Newcastle Property Watch Q3 2013

Newcastle LGA Market Overview

This report investigates the residential real estate market within the Newcastle Local Government Area (LGA) and provides specific scrutiny of the inner city and middle ring markets.

The Newcastle CBD master plan announced by the state government in December 2012 outlines the vision for revitalising the Newcastle City Centre. Marked by the termination of the railway at Wickham Station, the plan prescribes a replacement of the existing railway line in the inner city with a pedestrian- friendly corridor. More recently a 99-year lease was granted over the Newcastle Port, with half the proceeds ($340 million) allocated to the replacement of the heavy rail line with a light rail. Improved access to the port is expected to encourage investment in the area which is already experiencing a growing retail and food culture.

Houses and units in The Newcastle area experienced a rise in activity and price since June 2012. The first half of 2013 recorded a total of 1,537 house and unit transactions, representing a 10 per cent growth from the corresponding period in 2012. The LGAs Sales Cycle graph revealed a steady growth in the median house and unit price since the Global Financial Crisis of 2008-2009. The increase in price was represented by an eight per cent rise in the median house price over the 12 months to June, while the middle unit priced rose 1.4 per cent to $352,000.

Enquiries came from first home buyer and upgraders, while investors experienced reduced rental returns as the supply of rental properties increased and tenants demand softened. The outlook for residential developments remains positive, with strong uptake of current projects likely to encourage further development in the medium term.

Newcastle Inner City Unit Market Overview The Inner City area encompasses the suburbs as north as Wickham and as south as Merewether, and bounded by the suburb of Hamilton South in the east. The construction of new developments in the inner city continued in the first half of 2013 with the development of Cooks Hills Eclipse Apartments (currently under way). In Newcastle the Tattersalls on Watt development is selling off-the-plan and is expected to commence construction in the last quarter of 2013. Sales of existing product climbed by four per cent from the 2012 June period; this trend is likely to continue in the final four months of the year. In the six months to June 2013 the inner city recorded 229 unit sales, with activity increasing across the largest suburbs including Newcastle, Bar Beach and The Hill, while activity in Newcastle West softened.

Investors and upgraders purchased in lower and middle price points, while first home buyers used mortgage rates below five per cent to enter the market. A recovery toward the top end of the market in the past four years led to a greater number of unit transactions over $900,000. The Unit Transactions chart pointed to the $900,000 plus price point accounting for 10.5 per cent of the market in the June 2013 period, compared to 4.8 per cent in June 2009.
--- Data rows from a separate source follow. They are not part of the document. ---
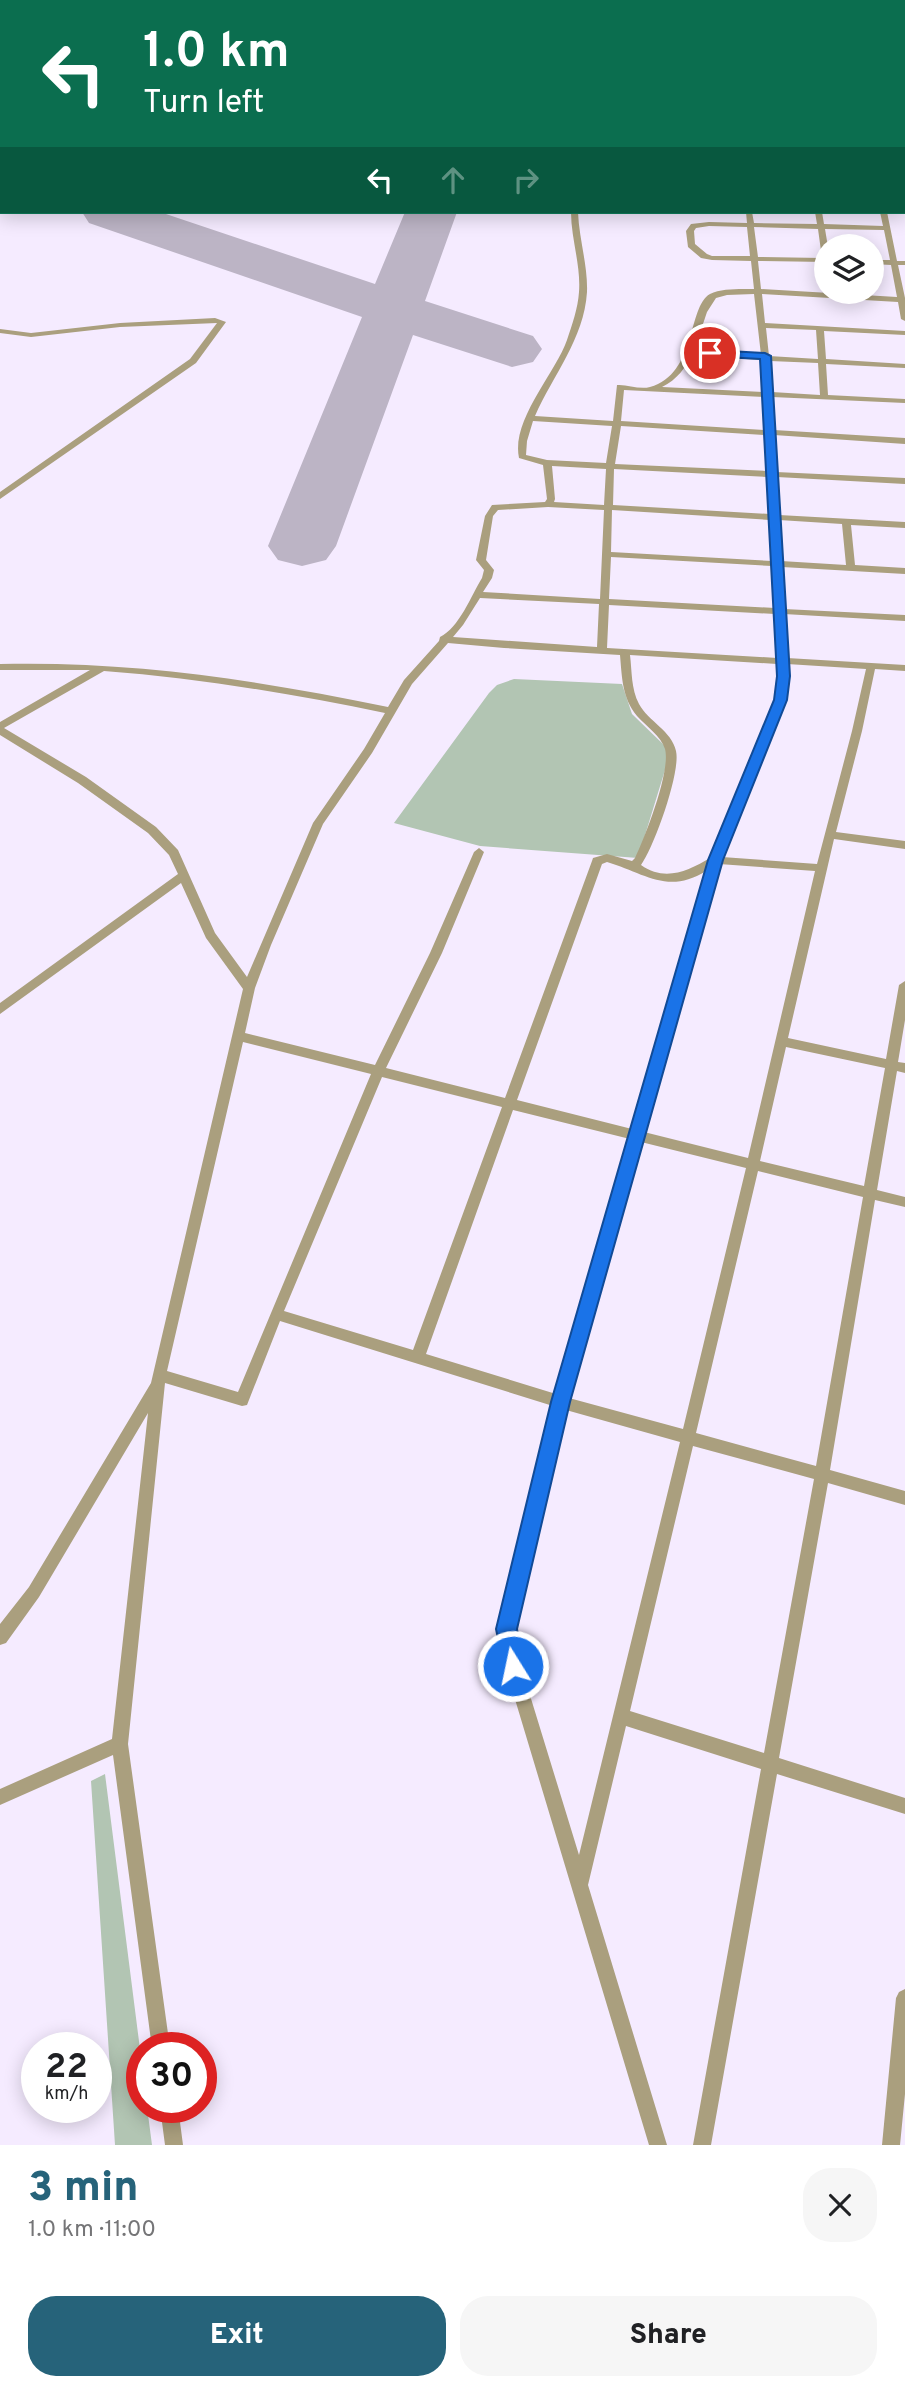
<!DOCTYPE html>
<meta charset="utf-8">
<style>
body{margin:0;font-family:Overpass,sans-serif;background:#f6f6f6;color:#202124;height:100vh;display:flex;flex-direction:column;font-size:26px;white-space:nowrap}
*{box-sizing:border-box;margin:0}
p{font-size:23px;color:#757577}
.icon{flex:none;width:38px;height:38px;fill:none;stroke:currentColor;stroke-width:2;stroke-linecap:round;stroke-linejoin:round}
.map{position:relative;height:2145px;overflow:hidden}
.panel{display:flex;flex-direction:column;background:#fff;flex:1}
.panel>*{flex:none}
.top-card{position:absolute;left:0px;top:0px;width:906px;height:214px;box-shadow:0 4px 18px #0003;background:#0b6e4f;color:#fff;overflow:hidden}
.tools{position:absolute;left:814px;top:234px;display:grid;gap:14px}
.tools a{display:grid;place-items:center;width:70px;height:70px;border-radius:50%;background:#fff;box-shadow:0 4px 18px #0003;font-size:35px}
.speed{position:absolute;left:21px;top:2032px;display:flex;gap:14px;font-size:35px;font-weight:700;text-align:center}
.speed>*{display:grid;place-content:center;width:91px;height:91px;border-radius:50%;background:#fff;box-shadow:0 4px 18px #0003;line-height:1}
.speed small{font-size:18px;font-weight:400}
.speed .limit{border:10px solid #d22;background:#fff;color:#111}
.pin{position:absolute;display:grid;place-items:center;width:60px;height:60px;color:#fff;margin:-30px;border:4px solid #fff;border-radius:50%;box-shadow:0 2px 7px #0007}
.me{position:absolute;width:77px;margin:-38px;rotate:350deg;stroke-linejoin:round;filter:drop-shadow(0 0 5px #0008)}
.turn{display:flex;align-items:center;gap:24px;height:147px;padding:0 28px;font-size:32px}
.turn .icon{width:91px;height:91px;stroke-width:2.5}
.turn b{display:block;font-size:49px;line-height:60px}
.lanes{display:flex;align-items:center;height:66px;padding:0 28px;background:#0003;justify-content:center;gap:35px;direction:ltr}
.lanes .off{opacity:.35}
.round{display:grid;place-items:center;flex:none;width:74px;height:74px;border-radius:28px;background:#f6f6f6}
.head{display:flex;align-items:center;justify-content:space-between;height:119px;padding:0 28px}
h1{font-size:42px;font-weight:800;line-height:52px;color:#26637a}
.cta{display:flex;gap:14px;margin-top:auto;padding:14px 28px}
.cta a{flex:1;height:80px;border-radius:28px;background:#26637a;color:#fff;font-size:28px;font-weight:800;line-height:80px;text-align:center}
.cta a+a{background:#f6f6f6;color:#202124}
.map>svg:first-child{display:block}
</style>
<div class="map">
<svg width="905" height="2145" viewBox="0 0 905 2145">
<rect width="100%" height="100%" fill="#f5ebff"/>
<path fill="#b2c5b3" d="M 514,679 L 622,684 L 632,714 L 665,746 L 669,757 L 638,858 L 480,846 L 394,823 L 489,693 L 497,685 Z
M 105,1774 L 142,2065 L 142,2107 L 147,2107 L 152,2145 L 115,2145 L 91,1781 Z"/>
<g fill="none" stroke-linecap="round" stroke-linejoin="round">
<path fill="#bcb4c5" fill-rule="evenodd" d="M 492,0 L 536,0 L 491,2 Z
M 0,160 L 2,160 L 2,191 L 0,191 Z
M 82,212 L 160,212 L 375,284 L 405,212 L 457,212 L 425,301 L 533,336 L 542,349 L 533,362 L 512,367 L 413,335 L 336,546 L 326,560 L 302,566 L 278,560 L 268,546 L 362,317 L 89,223 Z"/>
<path fill="#aa9f7e" fill-rule="evenodd" d="M 673,0 L 682,0 L 670,2 Z
M 571,212 L 578,212 C 579,239 588,266 587,292 C 584,339 553,375 535,416 L 613,421 L 617,385 C 627,384 639,390 650,387 C 697,374 687,307 710,294 C 722,288 741,289 754,289 L 751,261 L 712,260 L 701,258 L 688,247 L 686,231 L 691,224 L 709,222 L 747,223 L 746,212 L 752,212 L 754,223 L 817,224 L 815,212 L 822,212 L 824,224 L 883,226 L 880,212 L 887,212 L 897,261 L 905,261 L 905,265 L 898,265 L 905,298 L 905,321 L 901,319 L 898,302 L 762,294 L 765,323 L 905,331 L 905,335 L 824,331 L 826,359 L 905,364 L 905,368 L 826,364 L 828,395 L 905,399 L 905,403 L 772,397 L 774,430 L 905,438 L 905,444 L 774,435 L 776,472 L 905,478 L 905,484 L 777,477 L 779,515 L 905,522 L 905,528 L 851,525 L 855,565 L 905,568 L 905,574 L 782,567 L 784,609 L 905,615 L 905,621 L 784,614 L 787,658 L 905,665 L 905,671 L 875,669 L 862,731 L 836,832 L 905,841 L 905,849 L 834,839 L 788,1038 L 886,1059 L 899,985 L 905,981 L 905,1020 L 898,1062 L 905,1063 L 905,1073 L 897,1071 L 877,1190 L 905,1197 L 905,1207 L 875,1200 L 830,1470 L 905,1491 L 905,1505 L 828,1483 L 779,1758 L 905,1798 L 905,1814 L 777,1774 L 711,2145 L 693,2145 L 761,1769 L 626,1726 L 588,1885 L 667,2145 L 649,2145 L 505,1666 L 498,1629 L 553,1406 L 280,1321 L 247,1405 L 242,1406 L 165,1383 L 128,1744 L 170,2048 L 152,2048 L 113,1755 L 0,1805 L 0,1789 L 112,1739 L 148,1413 L 39,1597 L 6,1643 L 0,1645 L 0,1624 L 29,1587 L 151,1383 L 243,989 L 206,938 L 181,883 L 0,1014 L 0,1003 L 178,874 L 169,855 L 148,833 L 78,783 L 0,735 L 0,722 L 90,670 L 0,670 L 0,664 C 134,661 257,680 388,707 L 404,680 L 439,641 L 440,637 C 459,628 471,596 482,578 L 484,570 L 476,560 L 485,516 L 492,505 L 545,502 L 547,499 L 543,465 L 519,458 C 511,420 555,374 567,340 C 572,325 578,308 579,292 C 581,265 571,239 571,212 ZM 709,226 L 747,227 L 750,256 L 712,256 L 707,254 L 695,244 L 694,231 L 696,228 ZM 754,227 L 818,229 L 822,258 L 758,257 ZM 825,229 L 884,230 L 890,260 L 872,260 L 872,264 L 891,265 L 897,297 L 761,289 L 758,261 L 826,262 L 826,247 L 828,247 ZM 754,294 L 761,355 L 728,354 L 695,348 L 707,312 L 716,298 L 727,295 ZM 766,328 L 816,330 L 818,359 L 769,356 ZM 693,353 L 728,358 L 762,360 L 763,392 L 662,387 C 677,380 686,367 693,353 ZM 770,361 L 818,363 L 820,395 L 772,392 ZM 624,390 L 764,397 L 765,430 L 621,421 ZM 533,421 L 612,426 L 606,463 L 547,460 L 526,455 L 527,441 ZM 621,426 L 766,435 L 768,471 L 615,464 ZM 552,466 L 606,469 L 604,505 L 554,502 L 555,499 ZM 614,469 L 768,477 L 770,514 L 613,505 ZM 548,507 L 604,510 L 600,599 L 483,592 L 492,578 L 494,570 L 486,560 L 493,516 L 498,510 ZM 612,510 L 770,520 L 772,561 L 611,552 ZM 779,520 L 842,524 L 846,565 L 781,561 ZM 611,557 L 772,566 L 775,608 L 609,599 ZM 480,598 L 599,604 L 597,647 L 453,637 L 463,625 ZM 609,605 L 775,614 L 777,658 L 607,648 ZM 448,643 L 504,648 L 620,655 C 622,677 622,698 637,716 C 646,726 661,736 665,749 C 671,771 645,837 635,858 L 632,861 L 607,854 L 593,858 L 592,861 L 505,1098 L 386,1068 L 442,953 L 484,852 L 479,848 L 474,852 L 430,953 L 375,1065 L 245,1033 L 255,988 L 271,945 L 323,824 L 372,753 L 412,684 ZM 630,655 L 777,664 L 776,700 L 710,858 C 688,871 665,882 641,865 C 654,847 681,772 676,751 C 672,731 648,721 639,704 C 631,689 632,671 630,655 ZM 787,664 L 866,669 L 852,731 L 817,864 L 722,857 L 786,700 ZM 104,671 C 199,678 292,694 385,713 L 364,749 L 313,823 L 247,977 L 215,933 L 178,850 L 156,827 L 86,777 L 4,728 ZM 607,862 C 644,873 668,895 706,871 L 632,1129 L 517,1100 L 602,864 ZM 719,864 L 815,871 L 748,1158 L 644,1132 ZM 243,1042 L 371,1074 L 238,1392 L 167,1371 ZM 786,1047 L 885,1068 L 864,1186 L 760,1161 ZM 382,1077 L 502,1107 L 413,1350 L 284,1311 ZM 513,1110 L 630,1139 L 556,1394 L 426,1354 ZM 641,1142 L 746,1168 L 683,1429 L 569,1398 ZM 758,1171 L 863,1197 L 816,1466 L 696,1433 ZM 566,1410 L 680,1442 L 579,1855 L 521,1666 L 514,1629 ZM 693,1446 L 814,1479 L 764,1753 L 630,1711 Z
M 215,318 L 226,322 L 196,363 L 0,499 L 0,492 L 190,359 L 217,323 L 120,327 L 31,337 L 0,333 L 0,329 L 31,333 L 120,323 Z
M 905,1989 L 905,2094 L 900,2145 L 882,2145 L 896,1998 L 899,1992 Z
M 160,2107 L 178,2107 L 183,2145 L 165,2145 Z"/>
</g>
<path fill="#1a73e8" stroke="#114b97" stroke-width="2" d="M 710,350 L 765,353 L 771,356 L 790,676 L 787,700 L 723,860 L 570,1402 L 517,1629 L 523,1666 L 520,1673 L 513,1676 L 505,1673 L 496,1629 L 551,1402 L 708,860 L 774,700 L 777,676 L 760,359 L 706,356 L 705,353 Z"/>
</svg>
<div class="tools">
<a><svg class="icon" aria-label="layers" viewBox="0 0 24 24"><path d="M12 4l9 5-9 5-9-5zM3 14l9 5 9-5"/></svg></a>
</div>
<div class="speed"><div>22<small>km/h</small></div><div class="limit">30</div></div>
<div class="pin" style="left:710px;top:353px;background:#d93025"><svg class="icon" aria-label="arrive" viewBox="0 0 24 24"><path d="M6 21V4h12l-3 4 3 4H6"/></svg></div>
<svg class="me" style="left:513px;top:1666px" viewBox="-20 -20 40 40"><circle r="17" fill="#1a73e8" stroke="#fff" stroke-width="3"/><path d="M0-11L8 9 0 5-8 9z" fill="#fff"/></svg>
<div class="top-card">
<div class="turn"><svg class="icon" aria-label="left" viewBox="0 0 24 24"><path d="M17 20v-9H6M10 6l-5 5 5 5"/></svg><div><b>1.0 km</b>Turn left</div></div>
<div class="lanes"><svg class="icon" aria-label="left" viewBox="0 0 24 24"><path d="M17 20v-9H6M10 6l-5 5 5 5"/></svg><svg class="icon off" aria-label="ahead" viewBox="0 0 24 24"><path d="M12 20V5M6 11l6-6 6 6"/></svg><svg class="icon off" aria-label="right" viewBox="0 0 24 24"><path d="M7 20v-9h11M14 6l5 5-5 5"/></svg></div>
</div>
</div>
<section class="panel">
<div class="head"><div><h1>3 min</h1><p>1.0 km · 11:00</p></div><a class="round"><svg class="icon" aria-label="close" viewBox="0 0 24 24"><path d="M6 6l12 12M18 6L6 18"/></svg></a></div>
<div class="cta"><a>Exit</a><a>Share</a></div>
</section>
The median price of a unit recorded a 5.4 per cent decline from June 2012, but maintained a 19 per cent growth since June 2009. The short term decline was the result of strong sales in the $300,000 or less price point which accounted for 26 per cent of transactions in the first half of the year.

Investors yields compressed as tenants moved into home ownership, leaving some properties vacant. The 2300 postcodes rental vacancy rate climbed to 3.7 per cent in July (up from 2.3 per cent in July 2012), while vacancy in the 2291 and 2303 postcodes remained below two per cent. Rental data released by Housing NSW confirmed the market moderation, with an overall decline in the median rent price of two bedroom units. With that said, single bedroom apartments in the inner city recorded a 19.4 per cent rise in median rent price from June 2012, closing the first half of 2013 at $345 per week. Not surprisingly, the inner city represented 50 per cent of single bedroom dwellings within the LGA.